Collected data:
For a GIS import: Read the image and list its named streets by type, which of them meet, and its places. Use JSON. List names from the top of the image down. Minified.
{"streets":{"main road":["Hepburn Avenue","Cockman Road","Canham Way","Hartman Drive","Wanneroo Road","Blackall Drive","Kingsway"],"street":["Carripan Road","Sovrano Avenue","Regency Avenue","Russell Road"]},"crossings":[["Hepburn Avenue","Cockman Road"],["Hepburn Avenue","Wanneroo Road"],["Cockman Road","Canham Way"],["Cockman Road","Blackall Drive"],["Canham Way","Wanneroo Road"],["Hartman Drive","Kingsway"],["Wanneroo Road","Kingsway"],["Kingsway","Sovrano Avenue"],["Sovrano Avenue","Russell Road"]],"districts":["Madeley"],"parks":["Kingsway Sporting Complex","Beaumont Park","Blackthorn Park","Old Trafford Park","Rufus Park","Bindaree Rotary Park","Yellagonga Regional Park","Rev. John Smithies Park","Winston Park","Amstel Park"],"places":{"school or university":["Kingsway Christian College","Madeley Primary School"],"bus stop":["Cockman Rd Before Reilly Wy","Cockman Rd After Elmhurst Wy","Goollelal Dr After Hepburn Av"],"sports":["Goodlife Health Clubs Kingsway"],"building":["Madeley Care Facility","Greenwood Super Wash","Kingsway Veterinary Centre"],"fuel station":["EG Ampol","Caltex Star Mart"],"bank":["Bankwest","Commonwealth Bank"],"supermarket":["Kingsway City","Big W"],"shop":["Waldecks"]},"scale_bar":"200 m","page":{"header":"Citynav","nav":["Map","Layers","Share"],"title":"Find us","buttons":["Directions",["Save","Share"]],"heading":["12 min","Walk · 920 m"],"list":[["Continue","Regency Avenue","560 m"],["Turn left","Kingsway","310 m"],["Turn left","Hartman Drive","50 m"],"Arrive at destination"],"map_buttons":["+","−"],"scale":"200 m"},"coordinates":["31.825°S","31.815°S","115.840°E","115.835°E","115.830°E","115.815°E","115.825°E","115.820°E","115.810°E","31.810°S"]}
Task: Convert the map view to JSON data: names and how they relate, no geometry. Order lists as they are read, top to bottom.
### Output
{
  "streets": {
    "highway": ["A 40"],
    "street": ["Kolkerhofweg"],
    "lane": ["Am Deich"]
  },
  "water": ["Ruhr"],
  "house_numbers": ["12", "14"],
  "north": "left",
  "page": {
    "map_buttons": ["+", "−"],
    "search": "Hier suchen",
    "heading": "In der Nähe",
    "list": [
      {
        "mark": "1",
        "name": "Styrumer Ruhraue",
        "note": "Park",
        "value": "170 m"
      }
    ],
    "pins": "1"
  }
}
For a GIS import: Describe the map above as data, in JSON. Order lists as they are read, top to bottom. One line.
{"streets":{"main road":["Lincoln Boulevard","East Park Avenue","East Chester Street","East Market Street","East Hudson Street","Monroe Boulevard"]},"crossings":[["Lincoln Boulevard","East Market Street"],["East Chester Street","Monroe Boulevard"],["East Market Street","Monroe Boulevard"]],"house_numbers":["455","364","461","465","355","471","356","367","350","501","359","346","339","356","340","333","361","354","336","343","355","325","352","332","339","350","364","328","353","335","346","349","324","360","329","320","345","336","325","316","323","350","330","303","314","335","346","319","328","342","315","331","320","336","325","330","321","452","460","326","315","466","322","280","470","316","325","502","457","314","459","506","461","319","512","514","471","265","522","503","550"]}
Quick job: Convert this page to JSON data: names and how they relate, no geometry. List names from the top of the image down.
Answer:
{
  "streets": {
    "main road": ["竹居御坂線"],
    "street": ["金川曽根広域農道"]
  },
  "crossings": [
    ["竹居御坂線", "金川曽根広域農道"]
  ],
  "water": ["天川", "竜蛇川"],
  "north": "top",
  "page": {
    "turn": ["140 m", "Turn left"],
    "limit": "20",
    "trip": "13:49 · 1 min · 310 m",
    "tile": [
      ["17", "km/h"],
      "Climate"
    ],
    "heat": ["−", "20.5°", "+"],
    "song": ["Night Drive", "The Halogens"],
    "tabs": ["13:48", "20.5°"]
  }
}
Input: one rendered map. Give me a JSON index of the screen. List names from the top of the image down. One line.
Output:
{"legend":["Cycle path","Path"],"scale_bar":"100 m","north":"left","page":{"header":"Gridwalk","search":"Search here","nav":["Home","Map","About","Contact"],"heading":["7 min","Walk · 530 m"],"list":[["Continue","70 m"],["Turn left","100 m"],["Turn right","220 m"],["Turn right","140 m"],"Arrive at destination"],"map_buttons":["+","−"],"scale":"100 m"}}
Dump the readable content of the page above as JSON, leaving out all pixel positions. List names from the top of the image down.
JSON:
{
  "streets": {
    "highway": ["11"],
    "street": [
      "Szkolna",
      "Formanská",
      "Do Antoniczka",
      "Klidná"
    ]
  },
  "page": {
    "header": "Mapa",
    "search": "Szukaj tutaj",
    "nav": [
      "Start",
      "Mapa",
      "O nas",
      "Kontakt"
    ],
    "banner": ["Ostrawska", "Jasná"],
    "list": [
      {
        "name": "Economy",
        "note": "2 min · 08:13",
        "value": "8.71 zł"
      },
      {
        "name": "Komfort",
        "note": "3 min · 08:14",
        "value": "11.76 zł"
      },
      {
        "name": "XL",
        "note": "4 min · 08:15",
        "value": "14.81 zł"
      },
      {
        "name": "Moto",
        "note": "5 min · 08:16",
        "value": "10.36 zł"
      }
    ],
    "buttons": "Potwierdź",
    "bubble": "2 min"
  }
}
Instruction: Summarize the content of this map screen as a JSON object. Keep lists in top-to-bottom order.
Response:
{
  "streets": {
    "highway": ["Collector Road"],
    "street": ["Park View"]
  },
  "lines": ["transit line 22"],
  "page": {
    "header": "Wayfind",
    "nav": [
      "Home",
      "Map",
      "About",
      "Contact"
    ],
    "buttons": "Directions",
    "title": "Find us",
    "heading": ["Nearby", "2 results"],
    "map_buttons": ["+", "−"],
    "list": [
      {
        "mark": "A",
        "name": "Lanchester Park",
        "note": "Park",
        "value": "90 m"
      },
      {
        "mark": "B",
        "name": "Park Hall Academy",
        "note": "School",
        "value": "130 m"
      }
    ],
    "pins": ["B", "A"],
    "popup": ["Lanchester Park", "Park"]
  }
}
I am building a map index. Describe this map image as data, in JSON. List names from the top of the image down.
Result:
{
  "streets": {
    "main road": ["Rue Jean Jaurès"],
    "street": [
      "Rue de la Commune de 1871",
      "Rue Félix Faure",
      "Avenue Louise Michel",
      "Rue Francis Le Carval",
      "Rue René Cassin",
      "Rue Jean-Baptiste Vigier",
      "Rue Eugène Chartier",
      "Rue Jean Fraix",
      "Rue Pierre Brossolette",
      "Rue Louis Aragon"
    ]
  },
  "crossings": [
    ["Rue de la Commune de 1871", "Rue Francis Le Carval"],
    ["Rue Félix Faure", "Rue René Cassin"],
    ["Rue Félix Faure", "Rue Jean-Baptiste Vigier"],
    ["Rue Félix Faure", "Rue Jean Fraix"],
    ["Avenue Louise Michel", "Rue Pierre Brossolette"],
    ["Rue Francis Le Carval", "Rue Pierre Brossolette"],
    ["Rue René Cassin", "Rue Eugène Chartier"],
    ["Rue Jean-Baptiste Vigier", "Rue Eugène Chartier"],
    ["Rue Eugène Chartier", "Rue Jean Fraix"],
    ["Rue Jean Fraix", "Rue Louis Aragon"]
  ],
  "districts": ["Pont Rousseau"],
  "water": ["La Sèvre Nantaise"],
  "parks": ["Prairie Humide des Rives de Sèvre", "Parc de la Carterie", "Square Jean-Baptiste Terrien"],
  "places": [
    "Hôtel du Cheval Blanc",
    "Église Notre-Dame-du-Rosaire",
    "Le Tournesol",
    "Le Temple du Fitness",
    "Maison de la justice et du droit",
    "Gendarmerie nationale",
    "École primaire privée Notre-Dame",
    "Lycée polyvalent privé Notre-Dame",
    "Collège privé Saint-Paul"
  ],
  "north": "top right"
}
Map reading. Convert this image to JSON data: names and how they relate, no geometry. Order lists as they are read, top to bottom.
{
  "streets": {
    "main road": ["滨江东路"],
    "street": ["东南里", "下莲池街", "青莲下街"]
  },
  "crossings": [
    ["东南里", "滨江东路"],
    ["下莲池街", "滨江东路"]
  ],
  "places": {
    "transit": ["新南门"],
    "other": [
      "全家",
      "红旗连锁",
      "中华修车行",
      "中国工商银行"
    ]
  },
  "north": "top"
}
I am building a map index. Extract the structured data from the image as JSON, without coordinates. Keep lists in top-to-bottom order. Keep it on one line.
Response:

Work required:
Out of the entries above, write out only the lines between the line holding "Dump the readable" and the line holding "Instruction: Summarize the", inclusive, each exactly as given.

Solution:
Dump the readable content of the page above as JSON, leaving out all pixel positions. List names from the top of the image down.
JSON:
{
  "streets": {
    "highway": ["11"],
    "street": [
      "Szkolna",
      "Formanská",
      "Do Antoniczka",
      "Klidná"
    ]
  },
  "page": {
    "header": "Mapa",
    "search": "Szukaj tutaj",
    "nav": [
      "Start",
      "Mapa",
      "O nas",
      "Kontakt"
    ],
    "banner": ["Ostrawska", "Jasná"],
    "list": [
      {
        "name": "Economy",
        "note": "2 min · 08:13",
        "value": "8.71 zł"
      },
      {
        "name": "Komfort",
        "note": "3 min · 08:14",
        "value": "11.76 zł"
      },
      {
        "name": "XL",
        "note": "4 min · 08:15",
        "value": "14.81 zł"
      },
      {
        "name": "Moto",
        "note": "5 min · 08:16",
        "value": "10.36 zł"
      }
    ],
    "buttons": "Potwierdź",
    "bubble": "2 min"
  }
}
Instruction: Summarize the content of this map screen as a JSON object. Keep lists in top-to-bottom order.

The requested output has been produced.